■ **Dataset content**:
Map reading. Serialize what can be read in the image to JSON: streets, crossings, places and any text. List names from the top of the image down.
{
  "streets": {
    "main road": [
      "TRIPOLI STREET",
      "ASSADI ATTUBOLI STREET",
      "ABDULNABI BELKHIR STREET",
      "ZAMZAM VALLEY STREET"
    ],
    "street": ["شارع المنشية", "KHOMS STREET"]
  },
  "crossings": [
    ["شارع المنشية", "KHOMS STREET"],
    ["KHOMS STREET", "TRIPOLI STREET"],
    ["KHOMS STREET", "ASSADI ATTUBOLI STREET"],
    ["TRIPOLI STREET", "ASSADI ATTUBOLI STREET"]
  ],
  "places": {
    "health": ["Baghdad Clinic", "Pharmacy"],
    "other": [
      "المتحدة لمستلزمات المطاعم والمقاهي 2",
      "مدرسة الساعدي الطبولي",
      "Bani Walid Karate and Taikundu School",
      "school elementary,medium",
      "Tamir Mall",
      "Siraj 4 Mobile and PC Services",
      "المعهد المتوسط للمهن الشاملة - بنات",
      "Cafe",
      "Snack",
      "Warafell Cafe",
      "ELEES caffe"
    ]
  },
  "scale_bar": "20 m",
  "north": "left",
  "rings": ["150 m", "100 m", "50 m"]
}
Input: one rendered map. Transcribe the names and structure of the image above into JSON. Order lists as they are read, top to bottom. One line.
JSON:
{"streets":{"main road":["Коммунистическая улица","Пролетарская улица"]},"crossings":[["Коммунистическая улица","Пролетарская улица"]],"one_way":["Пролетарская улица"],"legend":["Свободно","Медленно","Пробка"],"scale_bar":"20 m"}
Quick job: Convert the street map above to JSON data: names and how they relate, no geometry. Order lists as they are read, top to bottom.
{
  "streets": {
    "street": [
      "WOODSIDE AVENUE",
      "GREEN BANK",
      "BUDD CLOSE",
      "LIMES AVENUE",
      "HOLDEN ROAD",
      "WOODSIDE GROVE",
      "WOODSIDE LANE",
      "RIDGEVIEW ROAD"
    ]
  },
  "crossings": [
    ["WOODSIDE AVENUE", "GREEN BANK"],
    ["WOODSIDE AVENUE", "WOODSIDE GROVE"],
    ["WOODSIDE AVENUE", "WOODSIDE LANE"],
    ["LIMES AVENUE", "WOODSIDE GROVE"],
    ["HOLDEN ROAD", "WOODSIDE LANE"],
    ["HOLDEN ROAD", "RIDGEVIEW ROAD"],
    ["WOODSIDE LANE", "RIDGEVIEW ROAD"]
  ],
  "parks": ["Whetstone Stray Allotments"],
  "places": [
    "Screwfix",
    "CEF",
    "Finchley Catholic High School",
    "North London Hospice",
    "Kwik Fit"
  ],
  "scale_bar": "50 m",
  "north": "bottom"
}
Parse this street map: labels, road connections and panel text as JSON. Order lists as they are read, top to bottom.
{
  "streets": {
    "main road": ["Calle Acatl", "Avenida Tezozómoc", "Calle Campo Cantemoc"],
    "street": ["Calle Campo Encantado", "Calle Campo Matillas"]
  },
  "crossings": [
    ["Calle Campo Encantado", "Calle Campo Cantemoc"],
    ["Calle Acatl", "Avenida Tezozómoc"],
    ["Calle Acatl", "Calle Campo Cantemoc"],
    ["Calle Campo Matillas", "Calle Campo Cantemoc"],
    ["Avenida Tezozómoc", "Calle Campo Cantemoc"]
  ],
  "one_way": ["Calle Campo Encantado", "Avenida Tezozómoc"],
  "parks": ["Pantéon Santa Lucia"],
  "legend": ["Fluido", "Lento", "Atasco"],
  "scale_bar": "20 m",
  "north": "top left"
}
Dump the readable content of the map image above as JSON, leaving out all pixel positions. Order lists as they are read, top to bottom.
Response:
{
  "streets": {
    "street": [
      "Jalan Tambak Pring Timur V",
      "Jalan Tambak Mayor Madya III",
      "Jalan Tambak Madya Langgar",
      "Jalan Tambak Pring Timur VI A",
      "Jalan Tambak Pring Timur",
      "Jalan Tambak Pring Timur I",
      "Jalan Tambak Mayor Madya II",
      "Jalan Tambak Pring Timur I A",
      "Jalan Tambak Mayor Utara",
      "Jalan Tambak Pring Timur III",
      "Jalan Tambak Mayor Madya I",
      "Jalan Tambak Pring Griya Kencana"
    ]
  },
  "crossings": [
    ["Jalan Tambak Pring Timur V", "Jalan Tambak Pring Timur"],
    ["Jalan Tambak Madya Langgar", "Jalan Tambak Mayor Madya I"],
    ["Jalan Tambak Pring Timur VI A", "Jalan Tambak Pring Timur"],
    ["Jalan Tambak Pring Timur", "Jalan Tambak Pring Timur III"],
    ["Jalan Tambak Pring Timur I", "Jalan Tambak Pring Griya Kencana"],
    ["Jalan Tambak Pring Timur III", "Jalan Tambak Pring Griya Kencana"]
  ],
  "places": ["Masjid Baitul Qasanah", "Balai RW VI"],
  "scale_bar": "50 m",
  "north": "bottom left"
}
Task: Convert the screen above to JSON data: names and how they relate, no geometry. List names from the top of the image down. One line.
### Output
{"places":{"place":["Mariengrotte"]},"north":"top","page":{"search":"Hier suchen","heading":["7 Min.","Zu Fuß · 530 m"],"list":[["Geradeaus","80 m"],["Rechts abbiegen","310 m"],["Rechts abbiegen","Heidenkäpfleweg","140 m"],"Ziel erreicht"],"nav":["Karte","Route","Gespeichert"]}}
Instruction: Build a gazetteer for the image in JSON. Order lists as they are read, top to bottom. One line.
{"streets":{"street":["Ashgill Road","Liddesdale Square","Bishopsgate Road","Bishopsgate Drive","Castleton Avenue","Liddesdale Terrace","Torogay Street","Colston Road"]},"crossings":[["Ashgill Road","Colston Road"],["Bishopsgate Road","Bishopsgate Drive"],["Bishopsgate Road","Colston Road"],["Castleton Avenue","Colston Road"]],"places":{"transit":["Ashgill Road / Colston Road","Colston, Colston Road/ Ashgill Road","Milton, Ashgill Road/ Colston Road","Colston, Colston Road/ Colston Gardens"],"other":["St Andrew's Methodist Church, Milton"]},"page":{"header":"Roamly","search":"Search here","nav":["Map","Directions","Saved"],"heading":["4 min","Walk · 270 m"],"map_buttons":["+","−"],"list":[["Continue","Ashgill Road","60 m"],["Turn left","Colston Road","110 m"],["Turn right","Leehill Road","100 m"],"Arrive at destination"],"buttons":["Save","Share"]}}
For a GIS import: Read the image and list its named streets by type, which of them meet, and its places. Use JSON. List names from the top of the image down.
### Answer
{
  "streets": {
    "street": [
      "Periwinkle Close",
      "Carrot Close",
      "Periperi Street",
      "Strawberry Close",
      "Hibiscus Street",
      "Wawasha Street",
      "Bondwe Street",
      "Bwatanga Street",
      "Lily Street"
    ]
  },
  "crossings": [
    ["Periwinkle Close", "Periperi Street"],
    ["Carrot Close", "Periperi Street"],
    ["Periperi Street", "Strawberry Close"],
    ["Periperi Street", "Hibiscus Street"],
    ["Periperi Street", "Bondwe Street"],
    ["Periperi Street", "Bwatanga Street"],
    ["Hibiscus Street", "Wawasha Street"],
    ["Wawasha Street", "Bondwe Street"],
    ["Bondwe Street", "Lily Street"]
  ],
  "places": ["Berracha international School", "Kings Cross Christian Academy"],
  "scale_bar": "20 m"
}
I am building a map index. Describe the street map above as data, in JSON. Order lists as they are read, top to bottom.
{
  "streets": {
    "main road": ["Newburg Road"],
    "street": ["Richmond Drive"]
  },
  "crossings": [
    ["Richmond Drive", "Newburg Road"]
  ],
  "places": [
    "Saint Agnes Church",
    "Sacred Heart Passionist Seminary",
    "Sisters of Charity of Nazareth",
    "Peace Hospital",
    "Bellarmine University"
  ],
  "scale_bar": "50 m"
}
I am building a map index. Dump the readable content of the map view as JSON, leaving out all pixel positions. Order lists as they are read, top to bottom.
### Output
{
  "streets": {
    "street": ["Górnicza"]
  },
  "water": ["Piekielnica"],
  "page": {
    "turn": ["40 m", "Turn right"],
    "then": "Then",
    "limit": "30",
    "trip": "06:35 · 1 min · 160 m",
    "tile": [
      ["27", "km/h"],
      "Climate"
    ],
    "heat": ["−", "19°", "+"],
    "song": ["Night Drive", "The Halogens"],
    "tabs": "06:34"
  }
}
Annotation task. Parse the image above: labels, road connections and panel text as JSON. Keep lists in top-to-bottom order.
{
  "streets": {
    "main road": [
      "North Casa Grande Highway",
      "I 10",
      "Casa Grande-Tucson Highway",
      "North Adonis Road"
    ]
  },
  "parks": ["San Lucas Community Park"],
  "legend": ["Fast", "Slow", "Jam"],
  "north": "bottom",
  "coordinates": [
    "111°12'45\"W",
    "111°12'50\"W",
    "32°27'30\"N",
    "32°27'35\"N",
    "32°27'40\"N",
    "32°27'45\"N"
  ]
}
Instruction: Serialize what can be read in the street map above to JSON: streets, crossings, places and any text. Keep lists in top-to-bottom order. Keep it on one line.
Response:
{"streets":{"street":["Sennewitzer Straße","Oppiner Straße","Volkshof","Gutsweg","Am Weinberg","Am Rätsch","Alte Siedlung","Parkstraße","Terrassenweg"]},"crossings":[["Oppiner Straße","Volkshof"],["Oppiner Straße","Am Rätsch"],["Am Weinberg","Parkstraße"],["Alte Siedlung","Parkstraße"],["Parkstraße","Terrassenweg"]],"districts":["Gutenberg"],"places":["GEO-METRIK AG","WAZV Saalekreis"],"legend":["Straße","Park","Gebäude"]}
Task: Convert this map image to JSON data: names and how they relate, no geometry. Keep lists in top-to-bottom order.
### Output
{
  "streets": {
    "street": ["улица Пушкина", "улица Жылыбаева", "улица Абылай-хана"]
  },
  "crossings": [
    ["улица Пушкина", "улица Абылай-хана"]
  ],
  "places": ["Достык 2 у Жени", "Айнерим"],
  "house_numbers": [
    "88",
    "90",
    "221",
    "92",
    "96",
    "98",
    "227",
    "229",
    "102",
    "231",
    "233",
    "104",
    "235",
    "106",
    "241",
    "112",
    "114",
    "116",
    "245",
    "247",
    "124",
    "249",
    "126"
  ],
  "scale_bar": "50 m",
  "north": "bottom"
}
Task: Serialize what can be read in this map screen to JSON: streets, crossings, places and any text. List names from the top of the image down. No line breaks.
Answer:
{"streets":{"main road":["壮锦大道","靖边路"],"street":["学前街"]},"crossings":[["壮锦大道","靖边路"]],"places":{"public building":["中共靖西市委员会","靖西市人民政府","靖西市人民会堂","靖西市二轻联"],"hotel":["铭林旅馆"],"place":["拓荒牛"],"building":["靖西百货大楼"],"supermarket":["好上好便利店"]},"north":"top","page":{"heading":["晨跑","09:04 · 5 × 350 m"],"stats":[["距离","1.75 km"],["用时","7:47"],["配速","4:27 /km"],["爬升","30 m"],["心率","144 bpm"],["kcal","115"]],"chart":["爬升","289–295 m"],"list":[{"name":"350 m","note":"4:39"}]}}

■ **Your task**: Using the entries above, repeat only the lines from the one containing "I am building a map index. Dump" through the one containing "Task: Convert this", end lines included.

■ **Response to this task**:
I am building a map index. Dump the readable content of the map view as JSON, leaving out all pixel positions. Order lists as they are read, top to bottom.
### Output
{
  "streets": {
    "street": ["Górnicza"]
  },
  "water": ["Piekielnica"],
  "page": {
    "turn": ["40 m", "Turn right"],
    "then": "Then",
    "limit": "30",
    "trip": "06:35 · 1 min · 160 m",
    "tile": [
      ["27", "km/h"],
      "Climate"
    ],
    "heat": ["−", "19°", "+"],
    "song": ["Night Drive", "The Halogens"],
    "tabs": "06:34"
  }
}
Annotation task. Parse the image above: labels, road connections and panel text as JSON. Keep lists in top-to-bottom order.
{
  "streets": {
    "main road": [
      "North Casa Grande Highway",
      "I 10",
      "Casa Grande-Tucson Highway",
      "North Adonis Road"
    ]
  },
  "parks": ["San Lucas Community Park"],
  "legend": ["Fast", "Slow", "Jam"],
  "north": "bottom",
  "coordinates": [
    "111°12'45\"W",
    "111°12'50\"W",
    "32°27'30\"N",
    "32°27'35\"N",
    "32°27'40\"N",
    "32°27'45\"N"
  ]
}
Instruction: Serialize what can be read in the street map above to JSON: streets, crossings, places and any text. Keep lists in top-to-bottom order. Keep it on one line.
Response:
{"streets":{"street":["Sennewitzer Straße","Oppiner Straße","Volkshof","Gutsweg","Am Weinberg","Am Rätsch","Alte Siedlung","Parkstraße","Terrassenweg"]},"crossings":[["Oppiner Straße","Volkshof"],["Oppiner Straße","Am Rätsch"],["Am Weinberg","Parkstraße"],["Alte Siedlung","Parkstraße"],["Parkstraße","Terrassenweg"]],"districts":["Gutenberg"],"places":["GEO-METRIK AG","WAZV Saalekreis"],"legend":["Straße","Park","Gebäude"]}
Task: Convert this map image to JSON data: names and how they relate, no geometry. Keep lists in top-to-bottom order.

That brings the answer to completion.